I have seen a few early 70 w wire and my november 69 70 car has plastic


----------



## Poncho17 (Jul 5, 2017)

Yes mine has plastic as well and there are warped. I purchased replacements from Ames. I had a bad experience with leaves getting caught up down in the floor vent area and would not close properly allowing water to enter the interior


----------



## Timothy Fisher (Jun 11, 2018)

Read once that there was a strike for 3 weeks at the Baltimore plant in October of 1968. They ran out of the mounded pieces and to keep production running they installed the wire mesh “chicken wire”.
This may be a factory original part and very rare. See if your car was built at the Baltimore plant. You can check the manufactures plate under the hood on the drivers side. The date stamp on the engine block (if factory original) will tell you if it was built in October of 1968.

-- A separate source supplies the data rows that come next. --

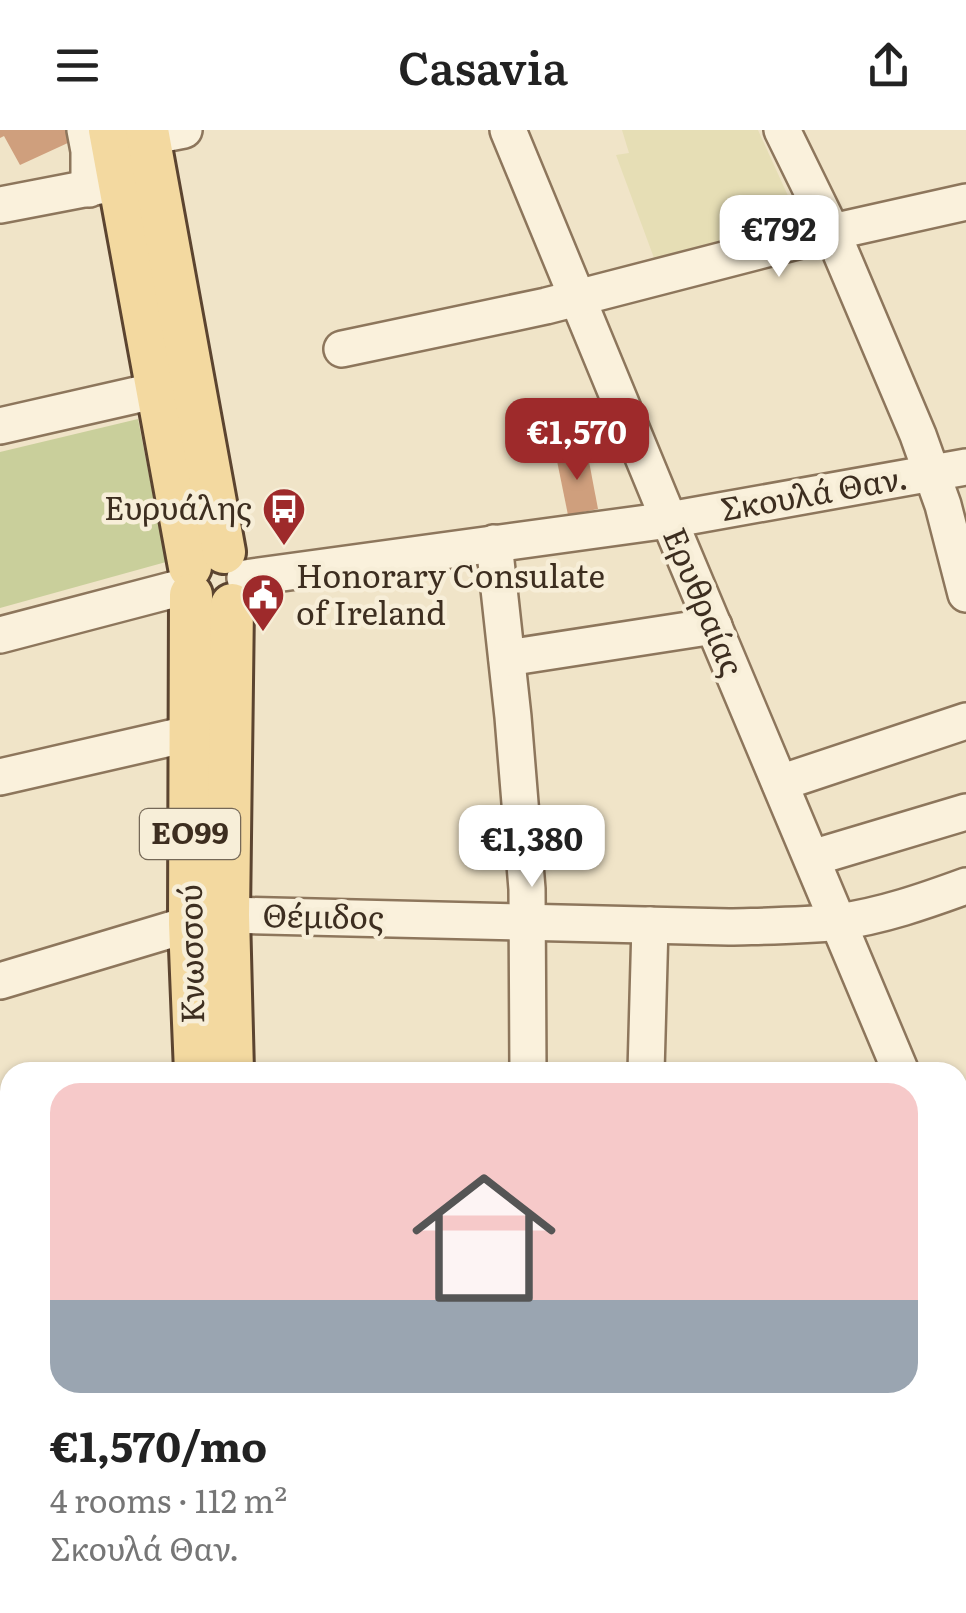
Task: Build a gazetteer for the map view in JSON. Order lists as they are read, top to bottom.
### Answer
{
  "streets": {
    "main road": ["ΕΟ99", "Κνωσσού"],
    "street": ["Σκουλά Θαν.", "Ερυθραίας", "Θέμιδος"]
  },
  "crossings": [
    ["Σκουλά Θαν.", "Ερυθραίας"],
    ["Σκουλά Θαν.", "Κνωσσού"],
    ["Ερυθραίας", "Θέμιδος"],
    ["Θέμιδος", "Κνωσσού"]
  ],
  "places": {
    "bus stop": ["Ευρυάλης"],
    "public building": ["Honorary Consulate of Ireland"]
  },
  "page": {
    "header": "Casavia",
    "price": ["€792", "€1,570", "€1,380"],
    "list": [
      {
        "name": "€1,570/mo",
        "note": "4 rooms · 112 m² · Σκουλά Θαν."
      }
    ]
  }
}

I’d research further before removing the part.


----------



## PontiacJim (Dec 29, 2012)

Timothy Fisher said:


> Read once that there was a strike for 3 weeks at the Baltimore plant in October of 1968. They ran out of the mounded pieces and to keep production running they installed the wire mesh “chicken wire”.
> This may be a factory original part and very rare. See if your car was built at the Baltimore plant. You can check the manufactures plate under the hood on the drivers side. The date stamp on the engine block (if factory original) will tell you if it was built in October of 1968.
> 
> I’d research further before removing the part.


Just to confirm, my '68 Lemans built in Baltimore has the "chicken wire" screens, not plastic.


----------



## soberjoe (Nov 28, 2016)

I’ll check tomorrow morning after I pick her up from the suspension guy who just installed a Hotchkis Sport Suspension kit for me.

Joe 


Sent from my iPhone using Tapatalk


----------